CR Invariants of Weight Five in the Bergman Kernel

Abstract

Fefferman's program (1979, C. Fefferman,Adv. Math.31, 131–262) of getting a biholomorphically invariant asymptotic expansion of the Bergman kernel for smoothly bounded strictly pseudoconvex domains is realized in dimension 2 with the identification of universal constants. According to the program, the expansion is in terms of an approximately invariant smooth defining function of the domain, which we refer to as Fefferman's defining function, and the coefficients are functions in the domain constructed by using derivatives of Fefferman's defining function.
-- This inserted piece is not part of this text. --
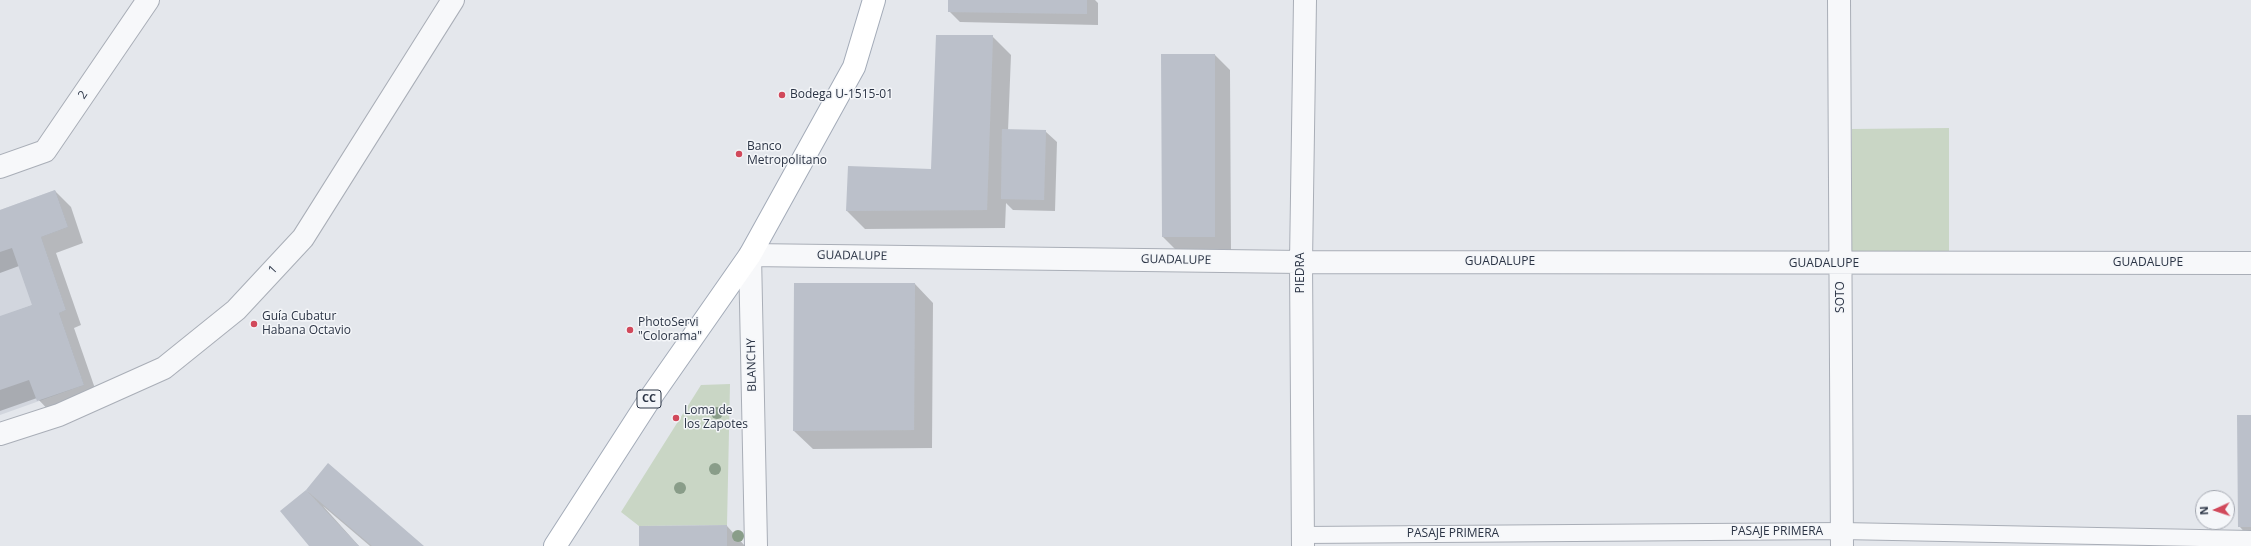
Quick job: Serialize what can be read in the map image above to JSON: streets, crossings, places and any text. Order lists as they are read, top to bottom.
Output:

Consequently, the invariant expansion is necessarily a finite sum with a remainder term and the ambiguity estimate is crucial in the problem. We get an expansion such that the boundary values of the coefficients are CR invariants of weight ⩽5. This refines earlier results of C. R. Graham (1987,in“Lecture Notes in Math.,” Vol. 1276, pp. 108–135, Springer–Verlag, New York/Berlin) and the authors (1993, K. Hirachi, G. Komatsu, and N. Nakazawa,in“Lecture Notes in Pure and Appl. Math.,” Vol. 143, pp. 77–96, Dekker, New York). The refinement becomes possible by appropriate extensions inside the domain of the CR invariants of weight 4. Due to the ambiguity estimate of these extensions, our expansion is optimal as far as Fefferman's defining function is used. A similar result for the Szegö kernel is also obtained.